Por chamada de vídeo de Nova York, Fisher — finalista do prêmio Pulitzer em 2019 por uma reportagem sobre redes sociais — falou sobre regulação, funcionamento do algoritmo e como a sociedade pode cobrar mudanças.
Em 2022, você contou a história da Christine e, agora, o influenciador Felca dominou as conversas sobre sexualização infantil. De lá para cá, o que o YouTube e outras plataformas têm feito para proteger crianças?

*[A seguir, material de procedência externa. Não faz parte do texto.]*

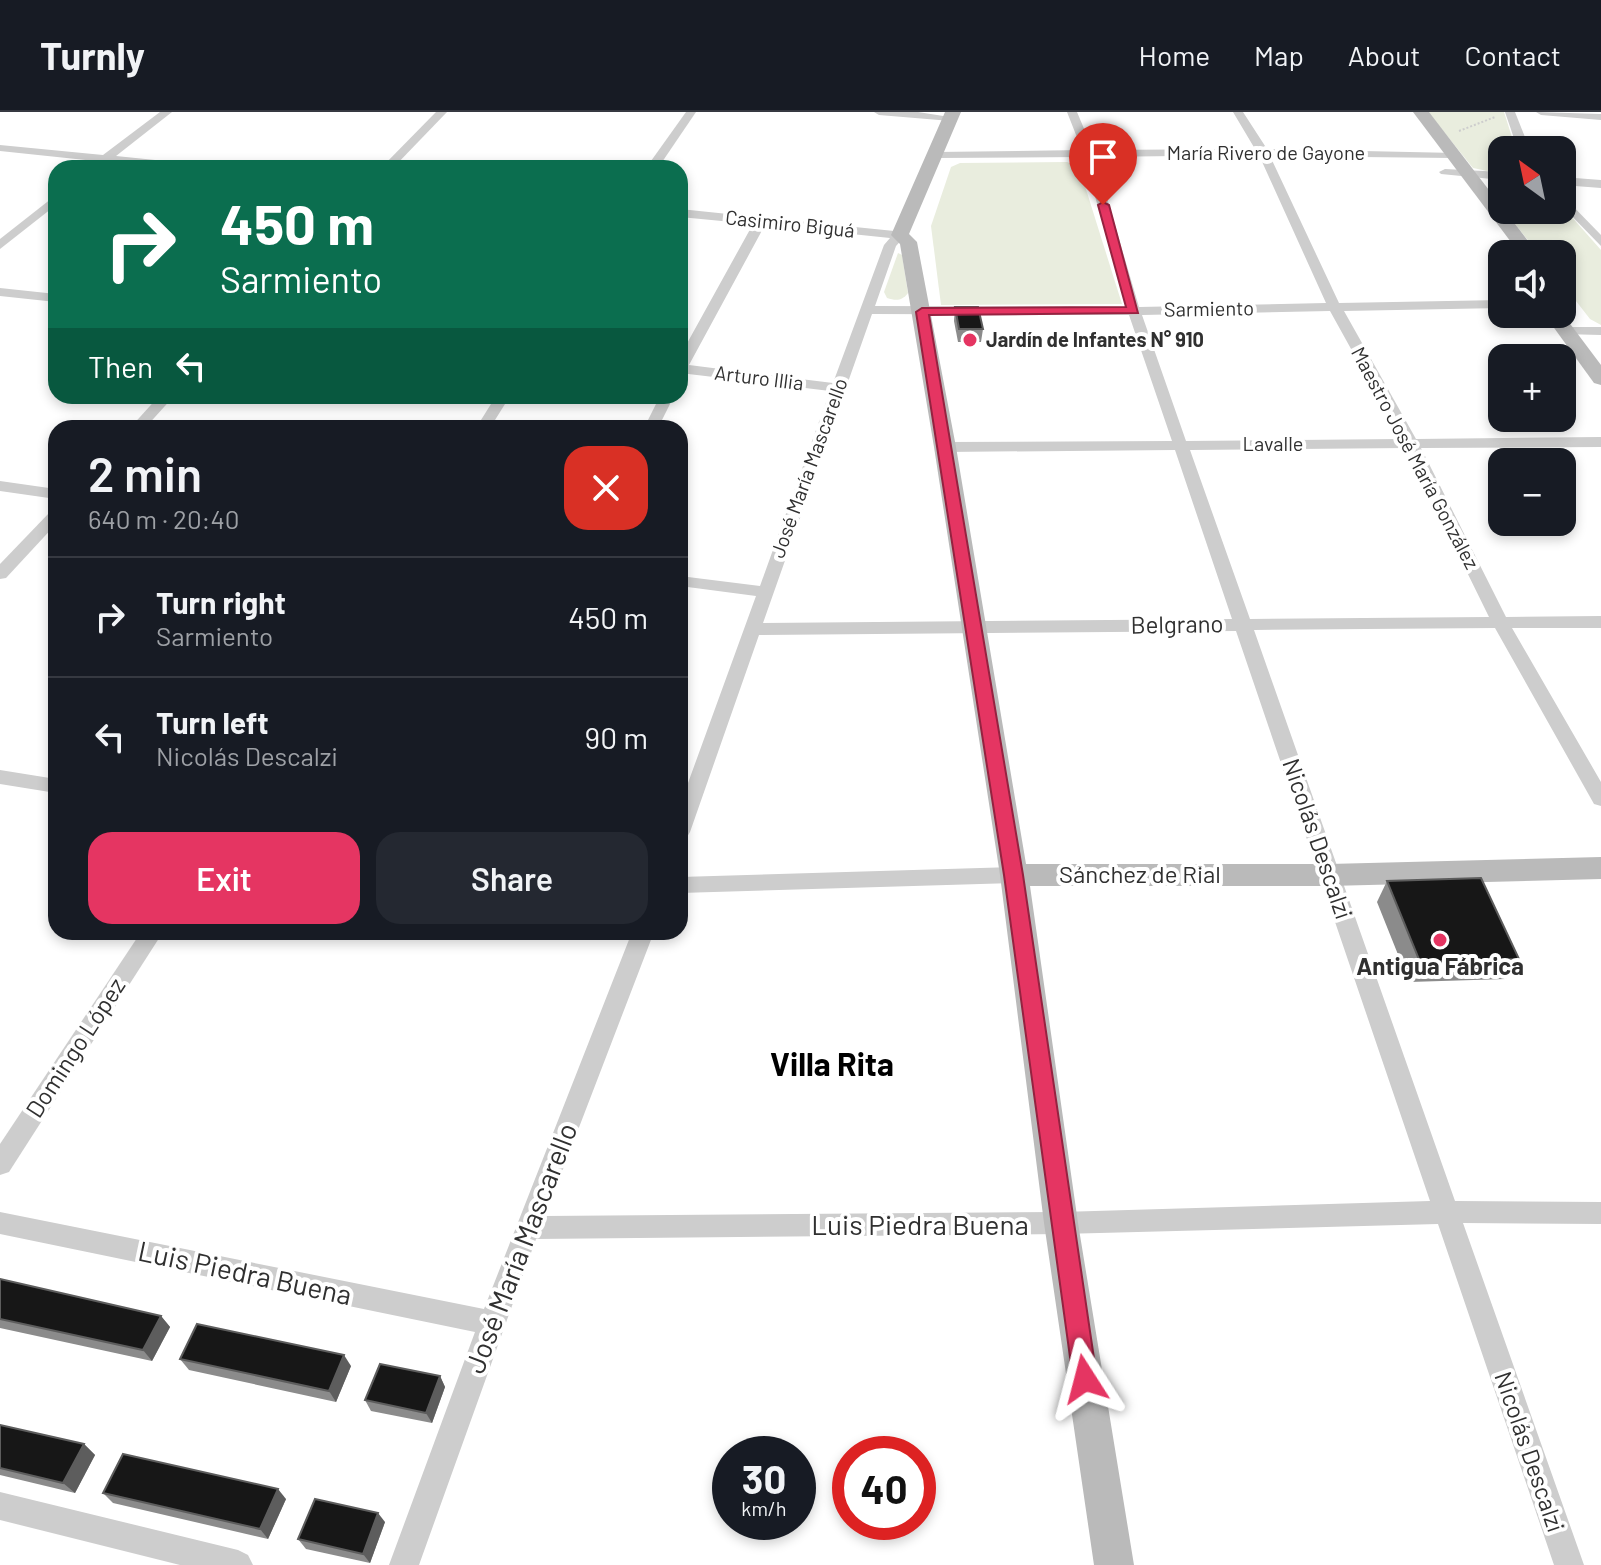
<!DOCTYPE html>
<html lang="en">
<head>
<meta charset="utf-8">
<style>
	body { margin:0; font-family:Barlow,sans-serif; background:#242831; color:#f1f3f6; height:100vh; display:flex; flex-direction:column; font-size:30px; white-space:nowrap }
	* { box-sizing:border-box; margin:0 }
	p { font-size:26px; color:#9ea1a6 }
	.icon { flex:none; width:44px; height:44px; fill:none; stroke:currentColor; stroke-width:2; stroke-linecap:round; stroke-linejoin:round }
	.map { position:relative; flex:1; overflow:hidden }
	.drawer { position:absolute; left:48px; top:308px; width:640px; height:520px; display:flex; flex-direction:column; background:#171b24; border-radius:24px; box-shadow:0 4px 12px #0003 }
	.drawer>* { flex:none }
	.guide { position:absolute; left:48px; top:48px; width:640px; height:244px; border-radius:24px; box-shadow:0 4px 12px #0003; background:#0b6e4f; color:#fff; overflow:hidden }
	.needle { width:52px; rotate:327deg }
	.controls { position:absolute; left:1488px; top:24px; display:grid; gap:16px }
	.controls a { display:grid; place-items:center; width:88px; height:88px; border-radius:16px; background:#171b24; box-shadow:0 4px 12px #0003; font-size:40px }
	.speed { position:absolute; left:712px; top:1324px; display:flex; gap:16px; font-size:40px; font-weight:700; text-align:center }
	.speed>* { display:grid; place-content:center; width:104px; height:104px; border-radius:50%; background:#171b24; box-shadow:0 4px 12px #0003; line-height:1 }
	.speed small { font-size:20px; font-weight:400 }
	.speed .limit { border:12px solid #d22; background:#fff; color:#111 }
	.pin { position:absolute; display:grid; place-items:center; width:68px; height:68px; color:#fff; margin:-82px -34px; border-radius:50% 50% 50% 0; rotate:-45deg; box-shadow:0 0 8px #0007 }
	.pin .icon { rotate:45deg }
	.me { position:absolute; width:88px; margin:-44px; rotate:351deg; stroke-linejoin:round; filter:drop-shadow(0 0 6px #0008) }
	.turn { display:flex; align-items:center; gap:28px; height:168px; padding:0 40px; font-size:36px }
	.turn .icon { width:104px; height:104px; stroke-width:2.5 }
	.turn b { display:block; font-size:56px; line-height:68px }
	.then { display:flex; align-items:center; height:76px; padding:0 40px; background:#0003; gap:16px; font-size:30px }
	.round { display:grid; place-items:center; flex:none; width:84px; height:84px; border-radius:24px; background:#242831 }
	.overview { display:flex; align-items:center; justify-content:space-between; height:136px; padding:0 40px }
	h1 { font-size:48px; font-weight:600; line-height:60px }
	.cta { display:flex; gap:16px; margin-top:auto; padding:16px 40px }
	.cta a { flex:1; height:92px; border-radius:24px; background:#e53562; color:#fff; font-size:32px; font-weight:600; line-height:92px; text-align:center }
	.cta a+a { background:#242831; color:#f1f3f6 }
	ul { padding:0; list-style:none }
	li { display:flex; align-items:center; gap:24px; height:120px; padding:0 40px; border-top:2px solid #363941 }
	li div { flex:1 }
	li b { display:block; font-size:30px }
	li em { font-style:normal }
	header { display:flex; align-items:center; gap:48px; box-sizing:border-box; height:112px; padding:0 40px; background:#171b24; border-bottom:2px solid #363941 }
	header strong { font-size:38px }
	nav { display:flex; gap:44px; margin-inline-start:auto; font-size:28px }
	.map>svg:first-child { display:block }
	.green { fill:#e9edde }
	.lines { fill:none; stroke-linecap:round; stroke-linejoin:round }
	.path { stroke:#cdcdcd; stroke-width:2; stroke-dasharray:2 2; stroke-linecap:butt }
	.street { fill:#cdcdcd; fill-rule:evenodd }
	.secondary { fill:#bababa; fill-rule:evenodd }
	.wall { fill:#8b8b8b }
	.shaded-wall { fill:#5d5d5d }
	.building { fill:#171717; stroke:#5d5d5d; stroke-width:2 }
	.route { fill:#e53562; stroke:#952240; stroke-width:2 }
	.poi-dot { fill:#e53562; stroke:#fff; stroke-width:3 }
	.labels { text-anchor:middle; stroke-width:8; stroke-linejoin:round; paint-order:stroke }
	.far-street-label { font-size:20px; fill:#303030; stroke:#fff }
	.far-poi-label { font-size:20px; font-weight:bold; fill:#303030; stroke:#fff; text-anchor:start }
	.street-label { font-size:24px; fill:#303030; stroke:#fff }
	.poi-label { font-size:24px; font-weight:bold; fill:#303030; stroke:#fff }
	.near-street-label { font-size:28px; fill:#303030; stroke:#fff }
	.district-label { font-size:32px; font-weight:bold; fill:#000; stroke:#fff }
</style>
</head>
<body>
<header>
<strong>Turnly</strong>
<nav><a>Home</a><a>Map</a><a>About</a><a>Contact</a></nav>
</header>
<div class="map">
<svg width="1601" height="1453" viewBox="0 0 1601 1453">
	<rect width="100%" height="100%" fill="#fff"/>
	<g class="green">
		<polygon points="1428,0 1504,0 1516,38 1502,38 1502,62 1473,56"/>
		<polygon points="1067,50 1079,55 1122,192 941,193 931,114 951,55 960,51"/>
		<polygon points="1562,94 1601,138 1601,213 1590,207 1562,171 1562,142 1539,142 1504,98 1562,98"/>
		<path d="M898 141 902 143 908 181C902 189 896 189 887 186L884 180Z"/>
	</g>
	<g class="lines">
		<polyline class="path" points="1459,19 1495,5"/>
		<g class="street">
			<polygon points="160,0 172,0 116,44 204,53 210,56 169,56 108,50 99,54 95,53 95,49 0,39 0,33 103,43"/>
			<polygon points="436,0 447,0 393,56 381,56"/>
			<polygon points="686,0 696,0 658,56 646,56"/>
			<polygon points="874,0 918,0 956,6 951,9 879,3"/>
			<path d="M1067 0H1077L1093 38 1255 37 1233 0H1243L1267 37 1456 41 1458 43 1452 46 1270 44 1339 191 1502 188V196L1344 199 1416 327 1601 325V335L1421 336 1506 505 1601 504V516H1512L1601 670V694L1594 692 1495 516 1254 518 1455 1089 1601 1090V1112L1463 1111 1584 1453H1554L1438 1112 1061 1122 536 1127 419 1453H389L475 1220 0 1122V1100L484 1197 632 820H654L545 1104 1061 1100 1430 1089 1236 519 759 523 690 720 687 725 680 727V693L756 484 680 474V464L760 474 830 279 680 261V244L753 112 680 105V97L904 120 906 123 896 134 875 194 1126 195 1084 45 936 46 930 43 936 40 1082 38ZM1259 43 1326 191 1139 195 1095 45ZM765 113 890 126 884 133 833 271 689 253ZM1330 199 1401 327 1186 329 1142 203ZM872 202 1129 203 1172 329 945 330 937 335 945 340 1175 338 1232 507 763 511ZM1406 336 1489 505 1250 507 1190 338Z"/>
			<polygon points="1505,0 1515,0 1530,38 1518,38"/>
			<polygon points="1536,0 1601,2 1601,8 1541,3"/>
			<polygon points="1445,57 1502,60 1502,68 1441,62 1439,60"/>
			<polygon points="1562,65 1601,68 1601,76 1562,73"/>
			<polygon points="56,83 56,93 0,137 0,127"/>
			<polygon points="1562,83 1601,123 1601,134 1562,94"/>
			<polygon points="0,176 56,182 56,190 0,184"/>
			<polygon points="1562,187 1572,188 1574,191 1562,195"/>
			<polygon points="1567,215 1601,215 1601,223 1562,222 1560,219"/>
			<polygon points="159,284 174,284 145,316 130,316"/>
			<polygon points="496,284 510,284 490,316 476,316"/>
			<polygon points="660,284 674,284 658,316 644,316"/>
			<polygon points="0,369 56,377 56,387 0,379"/>
			<polygon points="56,398 56,412 6,466 0,467 0,452 50,400"/>
			<polygon points="0,658 56,667 56,681 0,672"/>
			<polygon points="1014,755 1021,758 1024,763 1021,768 1014,771 680,781 680,765"/>
			<polygon points="141,820 163,820 9,1060 0,1063 0,1032"/>
			<polygon points="0,1380 238,1438 248,1443 253,1453 180,1453 0,1408"/>
		</g>
		<g class="secondary">
			<polygon points="945,0 961,0 909,122 917,130 956,335 1026,752 1329,752 1601,745 1601,767 1329,774 1030,774 1078,1111 1134,1453 1094,1453 1044,1111 1000,763 934,335 900,132 891,123"/>
			<polygon points="1413,0 1429,0 1538,142 1520,142"/>
			<polygon points="1562,201 1601,253 1601,273 1594,271 1544,202"/>
		</g>
	</g>
	<g class="wall">
		<polygon points="955,195 983,217 981,230 958,230 954,209"/>
		<polygon points="1387,769 1519,847 1506,867 1409,870 1377,790"/>
		<polygon points="0,1167 161,1204 170,1215 152,1249 0,1216"/>
		<polygon points="180,1247 351,1254 336,1290 189,1258"/>
		<polygon points="440,1264 445,1275 432,1311 371,1299 365,1288"/>
		<polygon points="0,1313 84,1332 95,1343 75,1381 0,1363"/>
		<polygon points="103,1381 286,1387 268,1427 113,1391"/>
		<polygon points="385,1410 370,1451 306,1437 298,1427"/>
	</g>
	<g class="shaded-wall">
		<polygon points="161,1204 170,1215 152,1249 143,1238"/>
		<polygon points="344,1243 351,1254 336,1290 329,1279"/>
		<polygon points="440,1264 445,1275 432,1311 426,1301"/>
		<polygon points="84,1332 95,1343 75,1381 63,1371"/>
		<polygon points="278,1377 286,1387 268,1427 260,1417"/>
		<polygon points="378,1401 385,1410 370,1451 363,1442"/>
	</g>
	<g class="building">
		<polygon points="955,195 978,195 983,217 959,217"/>
		<polygon points="1481,766 1519,847 1420,850 1387,769"/>
		<polygon points="0,1167 161,1204 143,1238 0,1207"/>
		<polygon points="197,1212 344,1243 329,1279 180,1247"/>
		<polygon points="380,1252 440,1264 426,1301 365,1288"/>
		<polygon points="0,1313 84,1332 63,1371 0,1356"/>
		<polygon points="123,1342 278,1377 260,1417 103,1381"/>
		<polygon points="315,1387 378,1401 363,1442 298,1427"/>
	</g>
	<polygon class="route" points="1103,90 1109,93 1138,201 929,203 1023,763 1097,1267 1094,1275 1085,1279 1077,1275 1073,1267 1004,763 916,200 922,196 1126,195 1098,93"/>
	<g class="poi-dot">
		<circle cx="970" cy="228" r="8"/>
		<circle cx="1440" cy="828" r="8"/>
	</g>
	<g class="labels">
		<g class="far-street-label">
			<text x="1266" y="48">María Rivero de Gayone</text>
			<text transform="translate(790 112) rotate(6)" y="7">Casimiro Biguá</text>
			<text transform="translate(1209 197) rotate(-1)" y="7">Sarmiento</text>
			<text transform="translate(759 266) rotate(7)" y="7">Arturo Illia</text>
			<text x="1273" y="339">Lavalle</text>
			<text transform="translate(1415 346) rotate(62)" y="7">Maestro José María González</text>
			<text transform="translate(809 356) rotate(-70)" y="7">José María Mascarello</text>
		</g>
		<g class="far-poi-label">
			<text x="986" y="235">Jardín de Infantes N° 910</text>
		</g>
		<g class="street-label">
			<text transform="translate(1177 513) rotate(-1)" y="8">Belgrano</text>
			<text transform="translate(1317 727) rotate(71)" y="8">Nicolás Descalzi</text>
			<text x="1140" y="771">Sánchez de Rial</text>
			<text transform="translate(76 936) rotate(-57)" y="8">Domingo López</text>
			<text transform="translate(1529 1340) rotate(71)" y="8">Nicolás Descalzi</text>
		</g>
		<g class="poi-label">
			<text x="1440" y="863">Antigua Fábrica</text>
		</g>
		<g class="near-street-label">
			<text x="920" y="1123">Luis Piedra Buena</text>
			<text transform="translate(521 1136) rotate(-69)" y="10">José María Mascarello</text>
			<text transform="translate(245 1161) rotate(12)" y="10">Luis Piedra Buena</text>
		</g>
		<g class="district-label">
			<text x="832" y="964">Villa Rita</text>
		</g>
	</g>
</svg>
<div class="controls">
<a><svg class="needle" viewBox="-14 -14 28 28"><path d="M0-13l5 13h-10z" fill="#e53935"/><path d="M0 13l5-13h-10z" fill="#9ea1a6"/></svg></a>
<a><svg class="icon" aria-label="sound" viewBox="0 0 24 24"><path d="M4 9h4l5-4v14l-5-4H4zM17 9q2 3 0 6"/></svg></a>
<a>+</a>
<a>−</a>
</div>
<div class="speed"><div>30<small>km/h</small></div><div class="limit">40</div></div>
<div class="pin" style="left:1103px;top:93px;background:#d93025"><svg class="icon" aria-label="arrive" viewBox="0 0 24 24"><path d="M6 21V4h12l-3 4 3 4H6"/></svg></div>
<svg class="me" style="left:1085px;top:1267px" viewBox="-20 -20 40 40"><path d="M0-17L14 15 0 8-14 15z" fill="#e53562" stroke="#fff" stroke-width="4"/></svg>
<div class="guide">
<div class="turn"><svg class="icon" aria-label="right" viewBox="0 0 24 24"><path d="M7 20v-9h11M14 6l5 5-5 5"/></svg><div><b>450 m</b>Sarmiento</div></div>
<div class="then">Then<svg class="icon" aria-label="left" viewBox="0 0 24 24"><path d="M17 20v-9H6M10 6l-5 5 5 5"/></svg></div>
</div>
<section class="drawer">
<div class="overview"><div><h1>2 min</h1><p>640 m · 20:40</p></div><a class="round" style="background:#d93025;color:#fff"><svg class="icon" aria-label="close" viewBox="0 0 24 24"><path d="M6 6l12 12M18 6L6 18"/></svg></a></div>
<ul>
<li><svg class="icon" aria-label="right" viewBox="0 0 24 24"><path d="M7 20v-9h11M14 6l5 5-5 5"/></svg><div><b>Turn right</b><p>Sarmiento</p></div><em>450 m</em></li>
<li><svg class="icon" aria-label="left" viewBox="0 0 24 24"><path d="M17 20v-9H6M10 6l-5 5 5 5"/></svg><div><b>Turn left</b><p>Nicolás Descalzi</p></div><em>90 m</em></li>
</ul>
<div class="cta"><a>Exit</a><a>Share</a></div>
</section>
</div>
</body>
</html>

É possível que o YouTube tenha feito alguma mudança concreta, mas, mesmo assim, claramente os fatores estruturais continuam lá. E também no Instagram, o que considero importante mencionar, pois mostra que não se trata apenas de uma política específica de uma determinada plataforma. É algo inerente à forma como as redes sociais modernas são organizadas e como são regidas: algoritmos opacos, caixas-pretas, que escolhem o que vemos e determinam no que a maior parte da Humanidade gasta suas horas, baseando-se puramente na maximização do engajamento.
Max Fisher — Foto: Divulgação
Como a ascensão do modelo de vídeos curtos, como Reels do Instagram, TikTok, Kwai e YouTube Shorts, contribuiu para o aumento da exploração infantil nas redes sociais?
É a mesma fórmula básica, só que agora acelerada. As grandes empresas querem nos manter nas plataformas o máximo de tempo possível para poderem mostrar mais anúncios, afinal é assim que ganham dinheiro. Elas querem garantir que o próximo conteúdo seja justamente aquele com maior probabilidade de engajamento. Se é uma plataforma de vídeos longos, a decisão algorítmica se dá a cada cinco, dez ou 15 minutos. Já numa de vídeos curtos o algoritmo decide a cada dez ou 20 segundos. Existem, então, muito mais chances de sermos conduzidos por uma corrente que começa em um tipo de conteúdo que escolhemos e que pode terminar em qualquer outro que ela queira. Na maioria das vezes, apenas veremos muitos vídeos parecidos com o que já assistimos. Não é como se toda cadeia de recomendações levasse necessariamente a algo sombrio ou perigoso. Mas a verdade é que existe poder para isso. Em redes sociais de vídeos curtos, como o TikTok, as oportunidades são muito maiores.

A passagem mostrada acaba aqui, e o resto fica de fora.